Data used to train VOCA
VOCA is trained on VOCASET, a unique 4D face dataset with about 29 minutes of 4D scans captured at 60 fps and synchronized audio from 12 speakers that can be downloaded at MPI-IS/VOCASET.
Training subjects:
FaceTalk_170728_03272_TA, FaceTalk_170904_00128_TA, FaceTalk_170725_00137_TA, FaceTalk_170915_00223_TA, FaceTalk_170811_03274_TA, FaceTalk_170913_03279_TA, FaceTalk_170904_03276_TA, FaceTalk_170912_03278_TA
This is also the order of the subjects for the one-hot-encoding (i.e. FaceTalk_170728_03272_TA: 0, FaceTalk_170904_00128_TA: 1, ...)
Validation subjects:
FaceTalk_170811_03275_TA, FaceTalk_170908_03277_TA
Test subjects:
FaceTalk_170809_00138_TA, FaceTalk_170731_00024_TA
Demo
We provide demos to
- synthesize a character animation given an speech signal (VOCA),
- alter identity dependent face shape and head pose of an animation sequence using FLAME, and
- generate templates (e.g. by sampling the FLAME identity shape space, or by reconstructing a template from an image using RingNet that can be animated with VOCA.
VOCA output
This demo runs VOCA, which outputs animation sequences for audio sequences.
python run_voca.py --tf_model_fname './model/gstep_52280.model' --ds_fname './ds_graph/output_graph.pb' --audio_fname './audio/test_sentence.wav' --template_fname './template/FLAME_sample.ply' --condition_idx 3 --out_path './animation_output'
Render sequence
This demo renders the animation sequence to a video.
python visualize_sequence.py --sequence_path './animation_output' --audio_fname './audio/test_sentence.wav' --out_path './animation_visualization'
Edit VOCA output
VOCA outputs meshes in FLAME topology. This demo shows how to use FLAME to edit the identity dependent face shape or head pose of an animation sequence generated by VOCA.
Edit identity-dependent shape:
python edit_sequences.py --source_path './animation_output' --out_path './FLAME_variation_shape' --flame_model_path './flame/generic_model.pkl' --mode shape --index 0 --max_variation 3
Edit head pose:
python edit_sequences.py --source_path './animation_output' --out_path './FLAME_variation_pose' --flame_model_path './flame/generic_model.pkl' --mode pose --index 3 --max_variation 0.52
Sample template
VOCA animates static templates in FLAME topology. Such templates can be obtained by fitting FLAME to scans, images, or by sampling the FLAME shape space. This demo randomly samples the FLAME identity shape space to generate new templates.

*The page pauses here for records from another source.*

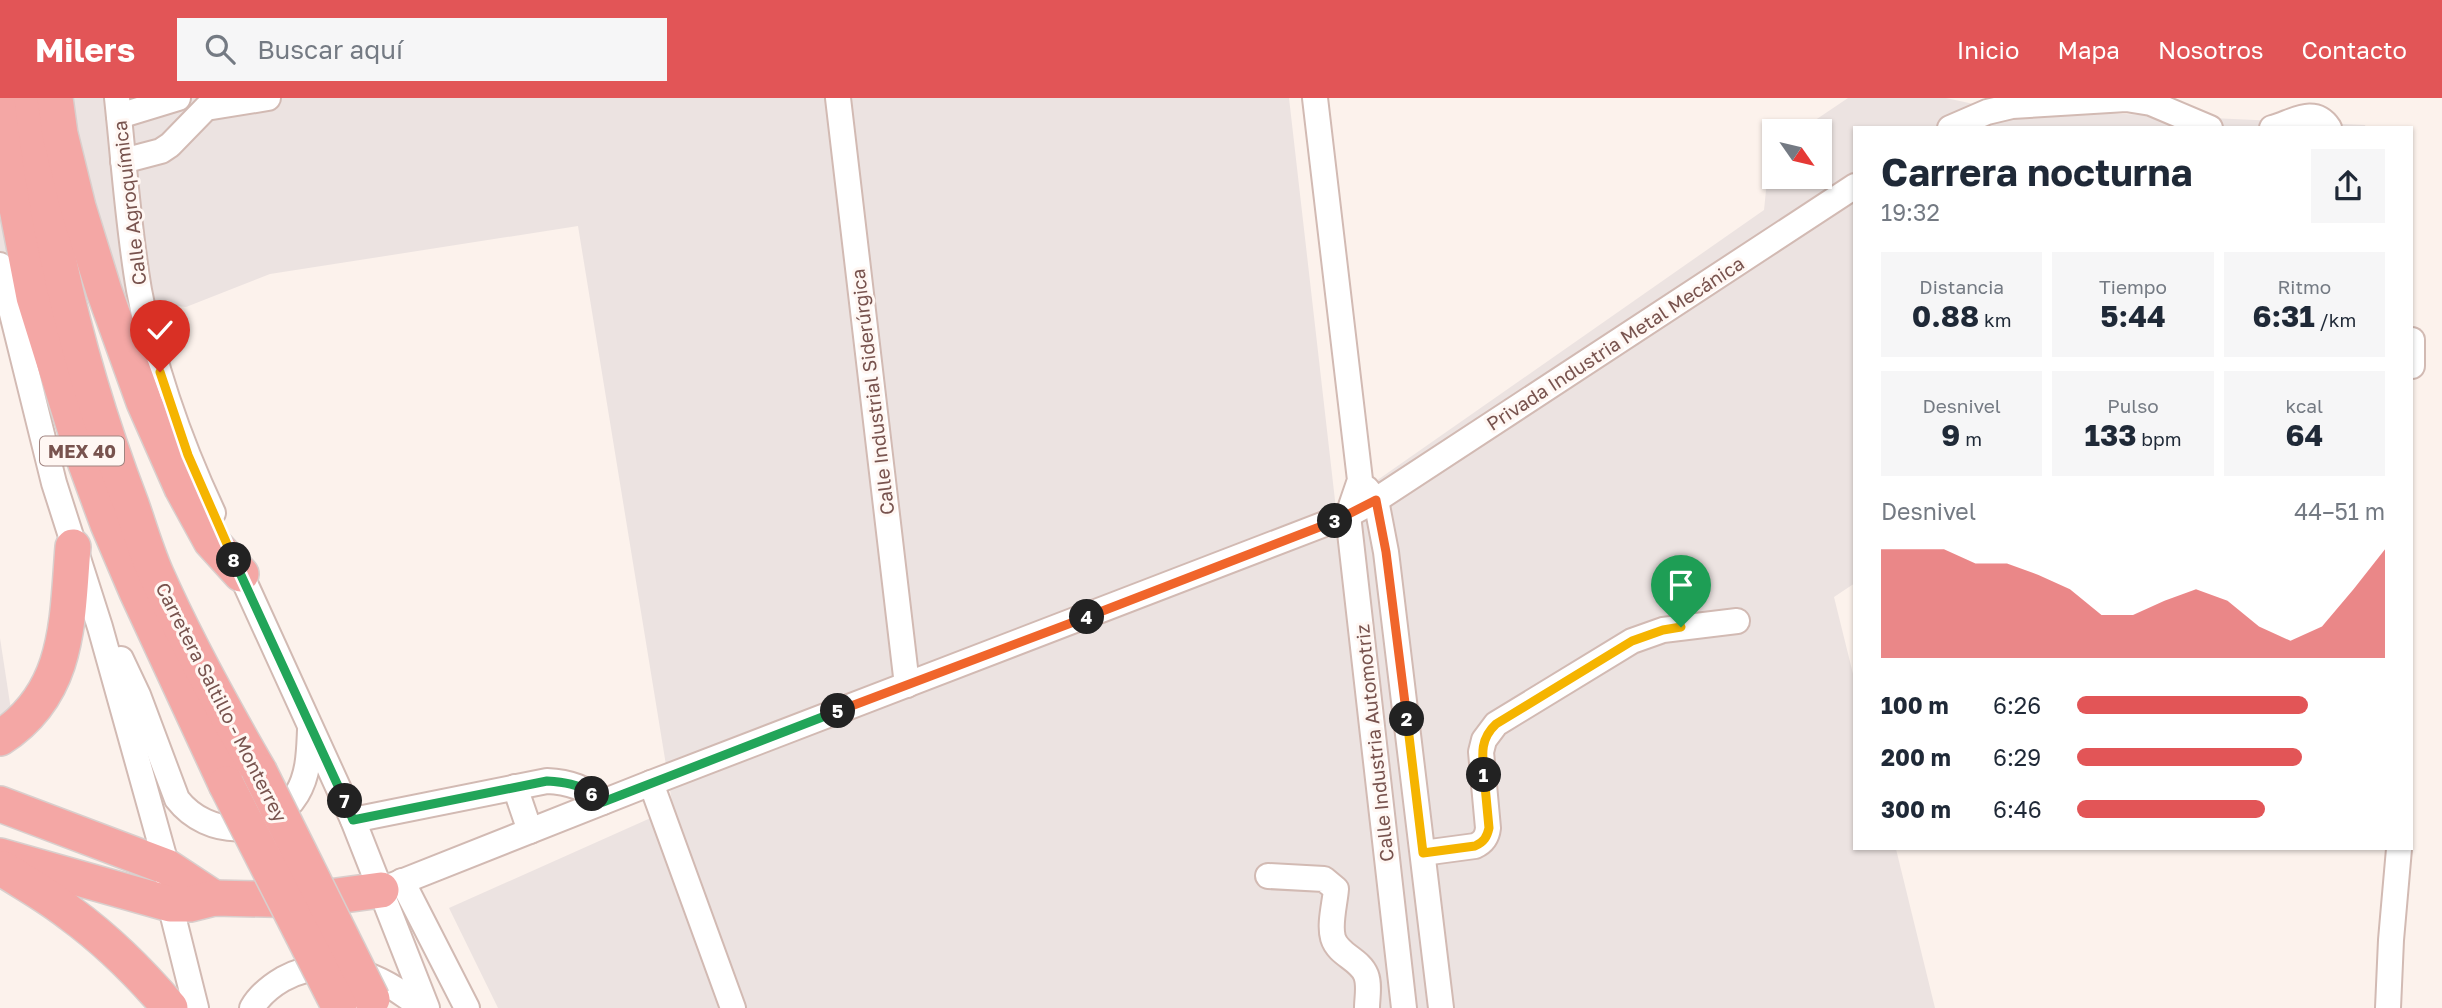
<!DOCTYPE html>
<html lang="es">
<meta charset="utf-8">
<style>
:root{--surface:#fff;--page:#f6f6f7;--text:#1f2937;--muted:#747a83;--accent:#e25557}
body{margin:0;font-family:"Golos Text",sans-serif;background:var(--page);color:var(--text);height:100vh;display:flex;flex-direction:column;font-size:26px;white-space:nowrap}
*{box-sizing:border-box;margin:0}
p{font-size:23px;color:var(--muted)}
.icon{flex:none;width:38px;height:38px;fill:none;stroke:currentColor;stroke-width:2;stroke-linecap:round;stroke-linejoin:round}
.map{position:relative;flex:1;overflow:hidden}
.details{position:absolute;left:1853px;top:28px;width:560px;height:724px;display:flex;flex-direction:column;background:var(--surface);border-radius:0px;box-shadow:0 2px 5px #0004}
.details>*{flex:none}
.needle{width:46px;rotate:124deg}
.fabs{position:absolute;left:1762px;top:21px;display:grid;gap:14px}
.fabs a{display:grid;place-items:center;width:70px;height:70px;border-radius:0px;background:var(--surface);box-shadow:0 2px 5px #0004;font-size:35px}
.pin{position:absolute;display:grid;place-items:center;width:60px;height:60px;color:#fff;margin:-72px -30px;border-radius:50% 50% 50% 0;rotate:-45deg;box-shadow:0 0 7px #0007}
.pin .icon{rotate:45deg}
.km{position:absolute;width:35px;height:35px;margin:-18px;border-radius:50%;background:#222;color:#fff;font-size:19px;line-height:35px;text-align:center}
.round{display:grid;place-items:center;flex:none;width:74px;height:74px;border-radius:0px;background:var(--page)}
.overview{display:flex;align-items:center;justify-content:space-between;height:119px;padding:0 28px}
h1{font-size:38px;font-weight:700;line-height:52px}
.metrics{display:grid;grid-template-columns:repeat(3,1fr);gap:10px;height:119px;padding:7px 28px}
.metrics div{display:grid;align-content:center;border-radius:0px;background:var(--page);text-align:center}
.metrics b{font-size:30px;font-weight:700}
.metrics small{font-size:19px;font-weight:400}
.metrics p{font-size:19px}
.chart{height:196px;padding:14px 28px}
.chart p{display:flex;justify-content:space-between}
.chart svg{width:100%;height:126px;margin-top:7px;fill:var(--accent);opacity:.7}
ul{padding:0 28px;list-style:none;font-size:23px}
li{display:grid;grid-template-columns:112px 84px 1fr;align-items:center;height:52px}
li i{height:18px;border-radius:9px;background:var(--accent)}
header{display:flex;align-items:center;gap:42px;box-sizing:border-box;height:98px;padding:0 35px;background:var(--accent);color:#fff}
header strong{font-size:33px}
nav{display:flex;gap:38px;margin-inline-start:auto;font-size:24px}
.search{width:490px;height:63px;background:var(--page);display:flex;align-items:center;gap:18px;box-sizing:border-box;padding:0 24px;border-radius:0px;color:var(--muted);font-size:26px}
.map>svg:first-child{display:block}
</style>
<header>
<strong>Milers</strong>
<div class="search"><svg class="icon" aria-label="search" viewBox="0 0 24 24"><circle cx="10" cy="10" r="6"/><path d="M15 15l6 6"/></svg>Buscar aquí</div>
<nav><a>Inicio</a><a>Mapa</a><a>Nosotros</a><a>Contacto</a></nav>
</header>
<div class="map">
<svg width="2442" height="910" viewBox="0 0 2442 910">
<rect width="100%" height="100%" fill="#fcf2ec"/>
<g fill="#ece3e1">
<path d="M0,0h1289l47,411 428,-299 6,-59 4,-3v29h46v-46h-21l49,-33h98l46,10 373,17 1,3h-511v455l-21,14 21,85v167h41l39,159h-1437l-49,-100 224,-100 -95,-582 -308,48 -84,33 -186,-21z"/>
<path d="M0,540l13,85 -13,8z"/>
</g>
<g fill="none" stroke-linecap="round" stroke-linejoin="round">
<defs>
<g id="minor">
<path d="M117,0c7,64 11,128 22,192 14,76 41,152 74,223"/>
<path d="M838,0l69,587"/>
<path d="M1315,0l45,382 -12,35 56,493"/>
<path d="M119,18l59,-18"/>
<path d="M1950,30l37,-16 25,-6 114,-7 25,4 59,25"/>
<path d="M2272,30c20,-5 42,-23 57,0"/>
<path d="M123,63l38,-10 9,-6 36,-37 62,-10"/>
<path d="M0,167l54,218 46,144 67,240 3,37 26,104"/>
<path d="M2412,242v26"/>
<path d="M1367,391l9,11 10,52 55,456"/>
<path d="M234,461l119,261 74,188"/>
<path d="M121,561l17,36 39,104c31,40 93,40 120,-5 12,-20 12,-42 13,-64"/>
<path d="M651,685l82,225"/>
<path d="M515,689l15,44"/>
<path d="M353,722l194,-39c23,1 38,7 56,21"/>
<path d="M1423,755l52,-7c9,-4 12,-9 13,-18l-7,-76 3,-12 12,-16 136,-83 31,-11 74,-9"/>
<path d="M1268,778l56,3 12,10c-1,14 -7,35 -3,49 5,17 27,21 33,37 4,10 1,23 1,33"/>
<path d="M402,783l65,127"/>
<path d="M381,792l270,-107 697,-268 28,-15 479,-314"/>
<path d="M252,910c7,-12 19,-22 31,-29 47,-26 100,-4 138,29"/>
<path d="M2388,910l3,-68 8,-91"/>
</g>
<g id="highway">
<path d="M0,0l14,95 20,104 52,167 22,60 29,68 89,192"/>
<path d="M32,0c16,142 48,273 99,406 8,23 15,47 25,70 30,68 66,133 103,197"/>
<path d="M55,0l5,36 18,73 26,84 40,111 38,86 29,53 30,33"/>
<path d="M0,640c70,-45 67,-117 73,-191"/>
<path d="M0,706l167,63 47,31"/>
<path d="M0,758l170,48h20l24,-6 93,2 74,-10"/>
<path d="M3,771c23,15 47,28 68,45 37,27 69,59 99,94"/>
</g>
</defs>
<use href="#minor" stroke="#d2bab3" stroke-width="28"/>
<use href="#highway" stroke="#d9cfcd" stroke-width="38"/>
<use href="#minor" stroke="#fff" stroke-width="24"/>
<use href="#highway" stroke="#f4a7a5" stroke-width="35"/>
<defs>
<g id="highway-bridge">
<path d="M259,673l113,228"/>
<path d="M226,686l113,222"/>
</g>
</defs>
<use href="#highway-bridge" stroke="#d9cfcd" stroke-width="38" stroke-linecap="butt"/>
<use href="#highway-bridge" stroke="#f4a7a5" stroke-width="35"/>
</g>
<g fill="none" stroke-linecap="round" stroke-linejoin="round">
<defs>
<path id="split-1" d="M1484,677c-2,-21 -4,-36 12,-51l136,-83 31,-11 18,-3"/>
<path id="split-2" d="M1407,621l16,134 52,-7c9,-4 12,-9 14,-18l-5,-53"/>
<path id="split-3" d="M1335,423l41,-21 10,52 21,167"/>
<path id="split-4" d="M1087,519l248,-96"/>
<path id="split-5" d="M838,613l249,-94"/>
<path id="split-6" d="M592,696l11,8 235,-91"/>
<path id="split-7" d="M345,703l8,19 194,-39c17,1 31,3 45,13"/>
<path id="split-8" d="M234,462l111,241"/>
<path id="split-9" d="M160,274l28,83 46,105"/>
</defs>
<use href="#split-1" stroke="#fff" stroke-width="14"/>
<use href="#split-2" stroke="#fff" stroke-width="14"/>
<use href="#split-3" stroke="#fff" stroke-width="14"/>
<use href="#split-4" stroke="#fff" stroke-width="14"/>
<use href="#split-5" stroke="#fff" stroke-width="14"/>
<use href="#split-6" stroke="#fff" stroke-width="14"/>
<use href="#split-7" stroke="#fff" stroke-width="14"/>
<use href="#split-8" stroke="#fff" stroke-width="14"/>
<use href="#split-9" stroke="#fff" stroke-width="14"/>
<use href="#split-1" stroke="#f5b400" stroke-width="9"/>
<use href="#split-2" stroke="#f5b400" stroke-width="9"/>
<use href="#split-3" stroke="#f0652b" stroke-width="9"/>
<use href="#split-4" stroke="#f0652b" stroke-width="9"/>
<use href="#split-5" stroke="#f0652b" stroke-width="9"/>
<use href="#split-6" stroke="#22a559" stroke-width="9"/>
<use href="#split-7" stroke="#22a559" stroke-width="9"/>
<use href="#split-8" stroke="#22a559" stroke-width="9"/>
<use href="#split-9" stroke="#f5b400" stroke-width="9"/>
</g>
<g text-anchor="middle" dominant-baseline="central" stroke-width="6" stroke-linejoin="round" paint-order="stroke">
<rect fill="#fff7f3" stroke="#a08480" stroke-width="2" x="40" y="338.5" width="84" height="29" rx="5"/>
<g font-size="18" font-weight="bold" fill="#78534e">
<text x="82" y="353">MEX 40</text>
</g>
<g font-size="19" fill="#78534e" stroke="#fff7f3">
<text transform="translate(129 105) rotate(-97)">Calle Agroquímica</text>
<text transform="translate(1615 245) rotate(-33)">Privada Industria Metal Mecánica</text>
<text transform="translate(872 294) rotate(-97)">Calle Industrial Siderúrgica</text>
<text transform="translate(222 604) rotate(63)">Carretera Saltillo - Monterrey</text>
<text transform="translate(1374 645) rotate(-96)">Calle Industria Automotriz</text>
</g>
</g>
</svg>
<div class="fabs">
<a><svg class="needle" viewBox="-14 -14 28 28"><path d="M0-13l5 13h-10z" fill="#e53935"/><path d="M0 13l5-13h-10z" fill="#747a83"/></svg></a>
</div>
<div class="pin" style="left:1681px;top:529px;background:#1e9e55"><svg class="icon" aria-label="arrive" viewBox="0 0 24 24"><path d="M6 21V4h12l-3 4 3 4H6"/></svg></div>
<div class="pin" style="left:160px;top:274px;background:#d93025"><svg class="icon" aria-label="check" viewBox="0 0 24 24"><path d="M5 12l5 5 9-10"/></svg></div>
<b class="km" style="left:1484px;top:677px">1</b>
<b class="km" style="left:1407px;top:621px">2</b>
<b class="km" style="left:1335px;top:423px">3</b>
<b class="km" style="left:1087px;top:519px">4</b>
<b class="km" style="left:838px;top:613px">5</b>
<b class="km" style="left:592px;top:696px">6</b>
<b class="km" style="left:345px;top:703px">7</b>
<b class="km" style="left:234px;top:462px">8</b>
<section class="details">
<div class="overview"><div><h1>Carrera nocturna</h1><p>19:32</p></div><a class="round"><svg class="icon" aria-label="share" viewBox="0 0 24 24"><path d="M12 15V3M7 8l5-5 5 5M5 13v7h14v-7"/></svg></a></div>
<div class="metrics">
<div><p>Distancia</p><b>0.88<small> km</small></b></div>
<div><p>Tiempo</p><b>5:44</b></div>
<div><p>Ritmo</p><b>6:31<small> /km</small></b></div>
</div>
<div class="metrics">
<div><p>Desnivel</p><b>9<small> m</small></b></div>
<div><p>Pulso</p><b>133<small> bpm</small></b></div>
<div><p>kcal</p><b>64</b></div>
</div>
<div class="chart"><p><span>Desnivel</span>44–51 m</p>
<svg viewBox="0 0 160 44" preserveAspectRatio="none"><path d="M0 44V6L10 6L20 6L30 11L40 11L50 15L60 20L70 29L80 29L90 24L100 20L110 24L120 33L130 38L140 33L150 20L160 6V44z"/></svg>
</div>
<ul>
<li><b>100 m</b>6:26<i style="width:75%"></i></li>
<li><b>200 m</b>6:29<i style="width:73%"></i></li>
<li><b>300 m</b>6:46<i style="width:61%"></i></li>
</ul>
</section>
</div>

python sample_templates.py --flame_model_path './flame/generic_model.pkl' --num_samples 1 --out_path './template'
Reconstruct template from images
RingNet is a framework to fully automatically reconstruct 3D meshes in FLAME topology from an image. After removing effects of pose and expression, the RingNet output mesh can be used as VOCA template. Please see the RingNet demo on how to reconstruct a 3D mesh from an image with neutralized pose and expression.
Training
We provide code to train a VOCA model. Prior to training, run the VOCA output demo, as the training shares the requirements.

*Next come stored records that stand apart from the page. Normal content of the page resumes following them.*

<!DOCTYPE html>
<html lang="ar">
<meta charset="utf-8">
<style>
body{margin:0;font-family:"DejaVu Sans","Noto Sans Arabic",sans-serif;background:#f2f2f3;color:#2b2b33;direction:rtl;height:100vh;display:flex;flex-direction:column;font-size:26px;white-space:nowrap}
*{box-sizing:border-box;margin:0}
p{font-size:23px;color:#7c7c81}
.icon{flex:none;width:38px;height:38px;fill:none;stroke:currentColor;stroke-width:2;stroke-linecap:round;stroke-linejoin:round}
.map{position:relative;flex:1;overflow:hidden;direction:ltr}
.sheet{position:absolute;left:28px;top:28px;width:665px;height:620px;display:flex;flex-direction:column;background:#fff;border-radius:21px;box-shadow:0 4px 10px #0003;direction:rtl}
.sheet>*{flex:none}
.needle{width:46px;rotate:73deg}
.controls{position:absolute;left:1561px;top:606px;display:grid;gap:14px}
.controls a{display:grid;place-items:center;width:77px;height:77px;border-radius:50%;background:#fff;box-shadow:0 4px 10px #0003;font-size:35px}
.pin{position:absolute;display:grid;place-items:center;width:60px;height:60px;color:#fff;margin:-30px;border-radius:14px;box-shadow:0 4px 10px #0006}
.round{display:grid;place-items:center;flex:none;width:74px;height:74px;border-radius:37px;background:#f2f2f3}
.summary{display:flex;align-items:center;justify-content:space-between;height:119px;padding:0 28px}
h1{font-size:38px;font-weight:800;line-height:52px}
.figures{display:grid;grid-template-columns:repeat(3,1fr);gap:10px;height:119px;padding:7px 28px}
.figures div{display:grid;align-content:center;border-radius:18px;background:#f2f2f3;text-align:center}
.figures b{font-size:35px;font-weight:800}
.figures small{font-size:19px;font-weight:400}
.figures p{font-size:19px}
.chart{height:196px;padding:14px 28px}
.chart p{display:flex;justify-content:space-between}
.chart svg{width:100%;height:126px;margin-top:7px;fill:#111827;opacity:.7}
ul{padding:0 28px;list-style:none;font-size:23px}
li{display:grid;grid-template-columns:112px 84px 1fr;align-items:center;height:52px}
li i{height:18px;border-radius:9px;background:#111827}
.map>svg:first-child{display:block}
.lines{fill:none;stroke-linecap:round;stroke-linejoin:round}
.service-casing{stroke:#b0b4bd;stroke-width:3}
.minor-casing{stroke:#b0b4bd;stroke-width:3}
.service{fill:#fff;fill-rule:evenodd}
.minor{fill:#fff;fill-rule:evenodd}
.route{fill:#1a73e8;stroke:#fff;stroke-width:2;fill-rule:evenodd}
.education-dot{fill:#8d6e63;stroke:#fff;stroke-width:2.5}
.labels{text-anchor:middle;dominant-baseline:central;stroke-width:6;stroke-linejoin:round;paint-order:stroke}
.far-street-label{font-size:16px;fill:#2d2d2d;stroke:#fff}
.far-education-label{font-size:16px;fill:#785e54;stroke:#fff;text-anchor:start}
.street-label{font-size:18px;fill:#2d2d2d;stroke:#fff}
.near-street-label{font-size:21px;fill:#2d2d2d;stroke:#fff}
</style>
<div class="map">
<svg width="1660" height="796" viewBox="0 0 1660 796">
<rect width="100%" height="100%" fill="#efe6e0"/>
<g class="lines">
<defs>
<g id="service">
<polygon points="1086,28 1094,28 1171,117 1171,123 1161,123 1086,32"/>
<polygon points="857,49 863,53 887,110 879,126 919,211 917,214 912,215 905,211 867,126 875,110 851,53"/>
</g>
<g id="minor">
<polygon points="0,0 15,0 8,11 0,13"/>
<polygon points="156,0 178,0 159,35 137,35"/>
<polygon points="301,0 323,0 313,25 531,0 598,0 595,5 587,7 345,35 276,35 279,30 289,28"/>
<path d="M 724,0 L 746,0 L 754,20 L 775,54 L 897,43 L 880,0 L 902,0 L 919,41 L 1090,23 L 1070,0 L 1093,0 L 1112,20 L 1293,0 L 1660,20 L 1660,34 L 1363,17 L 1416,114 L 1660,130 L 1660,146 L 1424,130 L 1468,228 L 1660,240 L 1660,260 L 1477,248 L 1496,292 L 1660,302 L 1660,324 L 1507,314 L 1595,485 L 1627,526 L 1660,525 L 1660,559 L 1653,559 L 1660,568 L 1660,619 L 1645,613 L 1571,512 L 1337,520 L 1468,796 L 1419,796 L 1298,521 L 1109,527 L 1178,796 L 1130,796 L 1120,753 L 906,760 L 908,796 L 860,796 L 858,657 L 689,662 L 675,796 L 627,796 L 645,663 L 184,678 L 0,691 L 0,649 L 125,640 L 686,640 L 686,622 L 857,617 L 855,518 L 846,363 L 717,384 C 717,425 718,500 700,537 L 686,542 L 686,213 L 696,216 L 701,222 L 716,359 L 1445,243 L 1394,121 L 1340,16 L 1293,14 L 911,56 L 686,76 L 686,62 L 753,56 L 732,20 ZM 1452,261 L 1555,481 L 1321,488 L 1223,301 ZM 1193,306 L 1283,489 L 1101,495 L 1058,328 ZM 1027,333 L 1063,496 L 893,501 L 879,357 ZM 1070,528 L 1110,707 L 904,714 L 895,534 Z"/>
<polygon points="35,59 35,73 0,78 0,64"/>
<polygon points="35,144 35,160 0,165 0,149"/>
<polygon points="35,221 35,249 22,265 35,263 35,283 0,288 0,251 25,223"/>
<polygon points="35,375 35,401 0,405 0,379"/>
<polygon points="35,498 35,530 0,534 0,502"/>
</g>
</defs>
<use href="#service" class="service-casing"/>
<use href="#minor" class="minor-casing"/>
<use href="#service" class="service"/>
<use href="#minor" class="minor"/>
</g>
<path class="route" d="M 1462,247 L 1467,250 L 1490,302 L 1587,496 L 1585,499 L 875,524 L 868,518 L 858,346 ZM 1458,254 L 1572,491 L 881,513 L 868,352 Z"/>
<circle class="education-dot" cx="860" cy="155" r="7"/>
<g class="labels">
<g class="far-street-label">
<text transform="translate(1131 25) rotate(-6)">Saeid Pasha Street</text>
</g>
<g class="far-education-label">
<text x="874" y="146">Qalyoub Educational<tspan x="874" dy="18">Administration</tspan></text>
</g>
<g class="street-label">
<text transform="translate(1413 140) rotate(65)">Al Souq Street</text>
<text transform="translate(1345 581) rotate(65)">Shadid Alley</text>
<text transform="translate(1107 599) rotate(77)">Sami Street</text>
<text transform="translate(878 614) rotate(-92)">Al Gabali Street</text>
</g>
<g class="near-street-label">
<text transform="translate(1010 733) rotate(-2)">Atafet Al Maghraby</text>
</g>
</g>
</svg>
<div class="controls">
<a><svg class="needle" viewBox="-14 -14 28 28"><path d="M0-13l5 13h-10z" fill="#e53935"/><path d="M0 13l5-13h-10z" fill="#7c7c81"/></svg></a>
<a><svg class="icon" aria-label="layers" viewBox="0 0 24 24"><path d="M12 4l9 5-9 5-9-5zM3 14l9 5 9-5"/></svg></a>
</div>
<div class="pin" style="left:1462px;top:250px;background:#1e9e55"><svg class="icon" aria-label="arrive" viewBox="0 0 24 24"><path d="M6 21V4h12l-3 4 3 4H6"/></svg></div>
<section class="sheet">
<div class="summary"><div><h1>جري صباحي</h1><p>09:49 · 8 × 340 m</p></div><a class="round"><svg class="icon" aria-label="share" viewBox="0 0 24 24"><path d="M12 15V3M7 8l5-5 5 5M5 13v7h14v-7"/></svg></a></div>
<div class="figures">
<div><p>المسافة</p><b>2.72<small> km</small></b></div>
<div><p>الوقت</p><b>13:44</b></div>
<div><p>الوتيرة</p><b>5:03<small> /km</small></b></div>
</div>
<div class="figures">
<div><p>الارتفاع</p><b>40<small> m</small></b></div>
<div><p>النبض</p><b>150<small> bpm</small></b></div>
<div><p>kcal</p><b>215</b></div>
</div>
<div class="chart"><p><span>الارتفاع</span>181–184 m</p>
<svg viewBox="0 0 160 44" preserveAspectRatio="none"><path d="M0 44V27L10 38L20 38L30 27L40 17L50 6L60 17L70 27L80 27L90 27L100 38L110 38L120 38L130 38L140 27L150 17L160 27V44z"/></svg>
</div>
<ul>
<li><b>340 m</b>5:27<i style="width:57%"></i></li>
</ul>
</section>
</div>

Additionally, download the VOCA training data from MPI-IS/VOCA.
The training code requires a config file containing all model training parameters. To create a config file, run
python config_parser.py
To start training, run
python run_training.py
Known issues
If you get an error like
ModuleNotFoundError: No module named 'psbody'
please check if the MPI-IS/mesh (fork) is successfully installed within the virtual environment.
License
Free for non-commercial and scientific research purposes. By using this code, you acknowledge that you have read the license terms (https://voca.is.tue.mpg.de/license), understand them, and agree to be bound by them. If you do not agree with these terms and conditions, you must not use the code.
Referencing VOCA
When using this code, please cite VOCA. You find the most up to date bibliographic information at https://voca.is.tue.mpg.de.
Acknowledgement
We thank Raffi Enficiaud and Ahmed Osman for pushing the release of psbody.mesh.